Ein idyllisches Modell menschlicher Sexualität

Rezension von Monika Gsell

Ilka Quindeau:

Verführung und Begehren.

Eine psychoanalytische Sexualtheorie nach Freud.

Stuttgart: Klett-Cotta 2008.

320 Seiten, ISBN 978–3–608–94486–0, € 34,00

Abstract: Die Psychoanalytikerin Ilka Quindeau präsentiert in ihrer Monographie das Modell einer „geschlechtsübergreifenden menschlichen Sexualität“ (S. 299). Dieses Modell versteht sie als Gegenentwurf zu bisherigen Theorien, denen zufolge die Entwicklung von Geschlechtsidentität durch Abgrenzung von andersgeschlechtlichen Aspekten und durch deren Abwertung entsteht. Sie beansprucht mit ihrem Modell, Geschlecht als gesellschaftliche Ordnungsstruktur in Frage zu stellen und damit zu einem entspannteren Geschlechterverhältnis beizutragen.

Die Psychoanalyse hat es schwer mit den Gender Studies: Entweder sie nähert sich dem Diskurs der Gender-Theorien an und tut so, als ob sie ein organischer Teil davon sein könnte, übernimmt tapfer die Auffassung einer gesellschaftlichen Konstruktion von Geschlecht und hält alle psychischen Probleme mit dem Geschlecht mittels einer Veränderung der Gesellschaft für lösbar. Oder aber die Psychoanalyse bleibt sich treu und fragt nach unbewussten Konstruktionen von Männlichkeit und Weiblichkeit, wie sie klinisch fassbar werden in Träumen, Phantasien und im Übertragungsgeschehen – und untersucht, was diese Konstruktionen uns über die Bedeutung der Geschlechtsdifferenz für psychisches Leid verraten. In diesem Fall wird die Psychoanalyse von den Gender Studies entweder gar nicht zur Kenntnis genommen oder aber (oft zu Unrecht) als biologistisch abgekanzelt. Die Psychoanalytikerin und Soziologin Ilka Quindeau ist sich der Ansprüche beider Seiten bewusst: Gegen den an Freud & Co adressierten Biologismus-Vorwurf wappnet sie sich mit dem Konzept einer sozialen Genese der Sexualität, betont aber gleichzeitig die Bedeutung der unbewussten Phantasien für das Verständnis der menschlichen Psyche.

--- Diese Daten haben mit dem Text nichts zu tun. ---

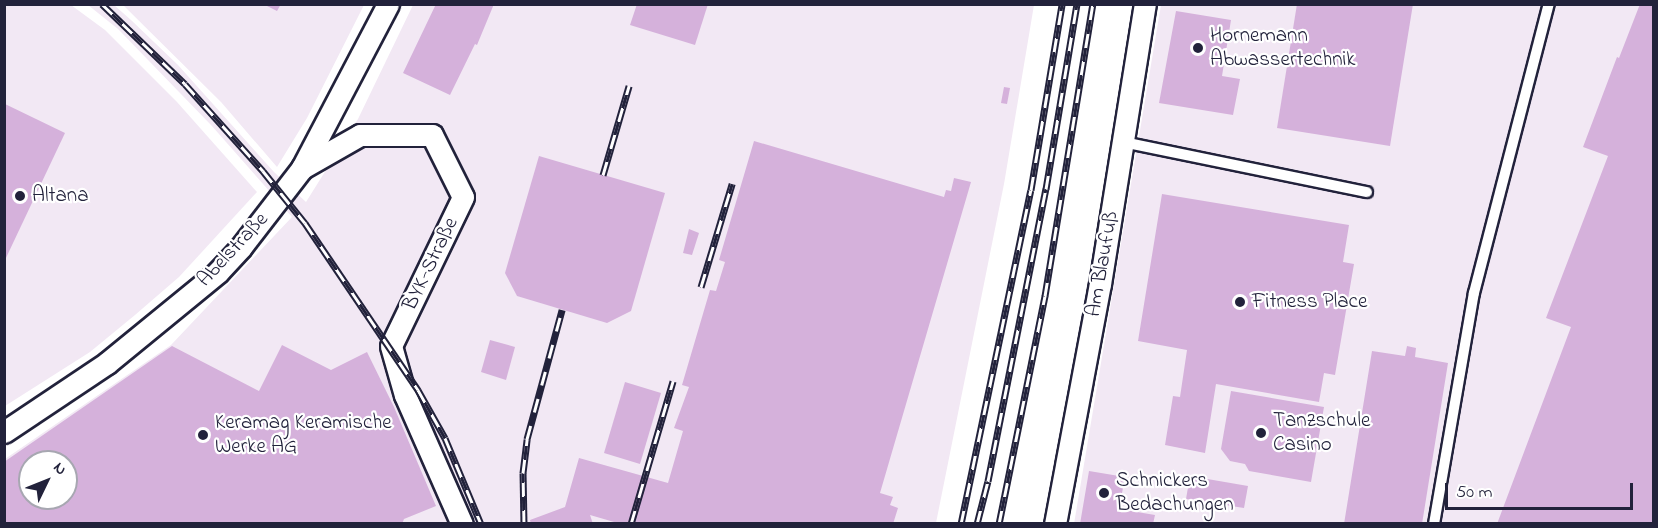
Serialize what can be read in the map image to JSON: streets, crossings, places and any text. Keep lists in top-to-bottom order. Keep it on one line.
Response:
{"streets":{"street":["Abelstraße","BYK-Straße","Am Blaufuß"]},"crossings":[["Abelstraße","BYK-Straße"]],"places":["Hornemann Abwassertechnik","Altana","Fitness Place","Tanzschule Casino","Keramag Keramische Werke AG","Schnickers Bedachungen"],"scale_bar":"50 m","north":"top right"}
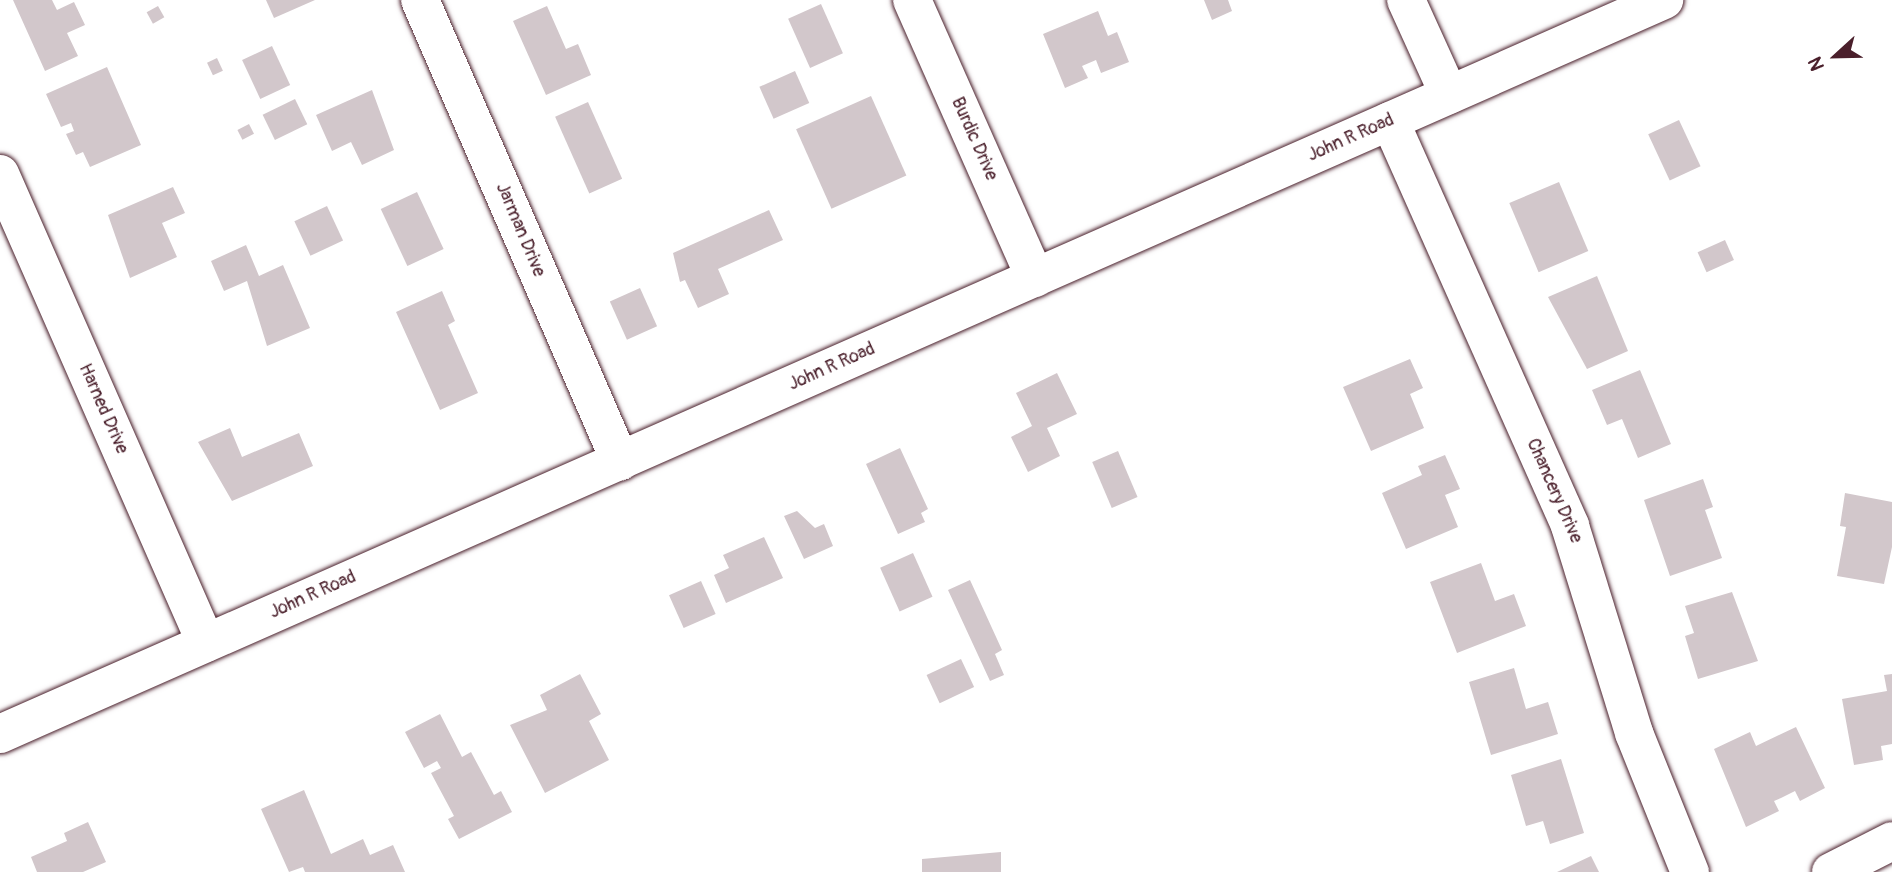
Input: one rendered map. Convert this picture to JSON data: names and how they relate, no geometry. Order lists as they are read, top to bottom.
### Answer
{
  "streets": {
    "street": [
      "John R Road",
      "Burdic Drive",
      "Jarman Drive",
      "Harned Drive",
      "Chancery Drive"
    ]
  },
  "crossings": [
    ["John R Road", "Burdic Drive"],
    ["John R Road", "Jarman Drive"],
    ["John R Road", "Harned Drive"],
    ["John R Road", "Chancery Drive"]
  ],
  "north": "left"
}
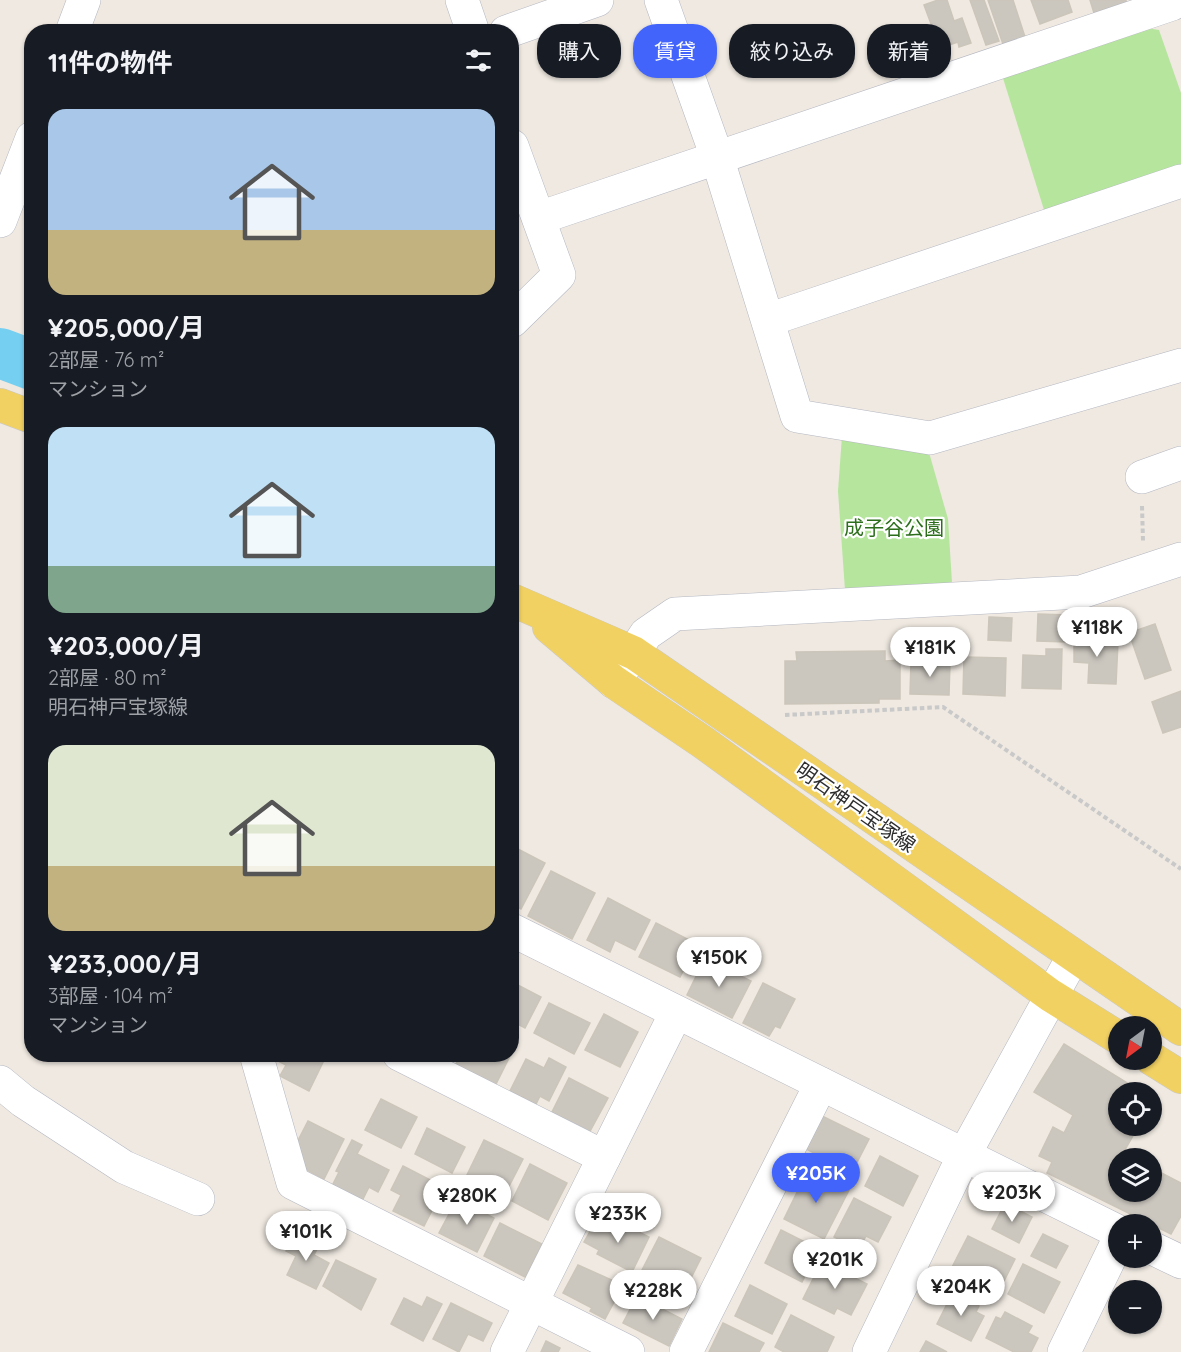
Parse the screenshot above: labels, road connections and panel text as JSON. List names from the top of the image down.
{
  "streets": {
    "main road": ["明石神戸宝塚線"]
  },
  "parks": ["成子谷公園"],
  "north": "bottom left",
  "page": {
    "chip": [
      "購入",
      "賃貸",
      "絞り込み",
      "新着"
    ],
    "heading": "11件の物件",
    "list": [
      {
        "name": "¥205,000/月",
        "note": "2部屋 · 76 m² · マンション"
      },
      {
        "name": "¥203,000/月",
        "note": "2部屋 · 80 m² · 明石神戸宝塚線"
      },
      {
        "name": "¥233,000/月",
        "note": "3部屋 · 104 m² · マンション"
      }
    ],
    "price": [
      "¥118K",
      "¥181K",
      "¥150K",
      "¥205K",
      "¥203K",
      "¥280K",
      "¥233K",
      "¥101K",
      "¥201K",
      "¥204K",
      "¥228K"
    ],
    "map_buttons": ["+", "−"]
  }
}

Der soziale Ursprung der Sexualität

Der theoretische Ausgangspunkt der Studie ist die „Allgemeine Verführungstheorie“ von Jean Laplanche. Deren zentrales Theorem besteht in der Annahme, dass die Sexualität des Kindes sich durch den – liebevollen, pflegenden – Kontakt mit den Bezugspersonen entwickelt. Triebe, so Quindeau, entstehen in der Beziehung zwischen dem Kind und einem Erwachsenen, sind also nicht endogen-biologisch angelegt, sondern lebensgeschichtlich erworben. Auch die erogenen Zonen entstehen unabhängig von der Anatomie, nämlich als Spuren der Erinnerung an frühere Befriedigungen – wie denn Erregung und sexuelles Erleben generell mehr von unbewussten Phantasien und Erinnerungen bestimmt sind als durch die Anatomie.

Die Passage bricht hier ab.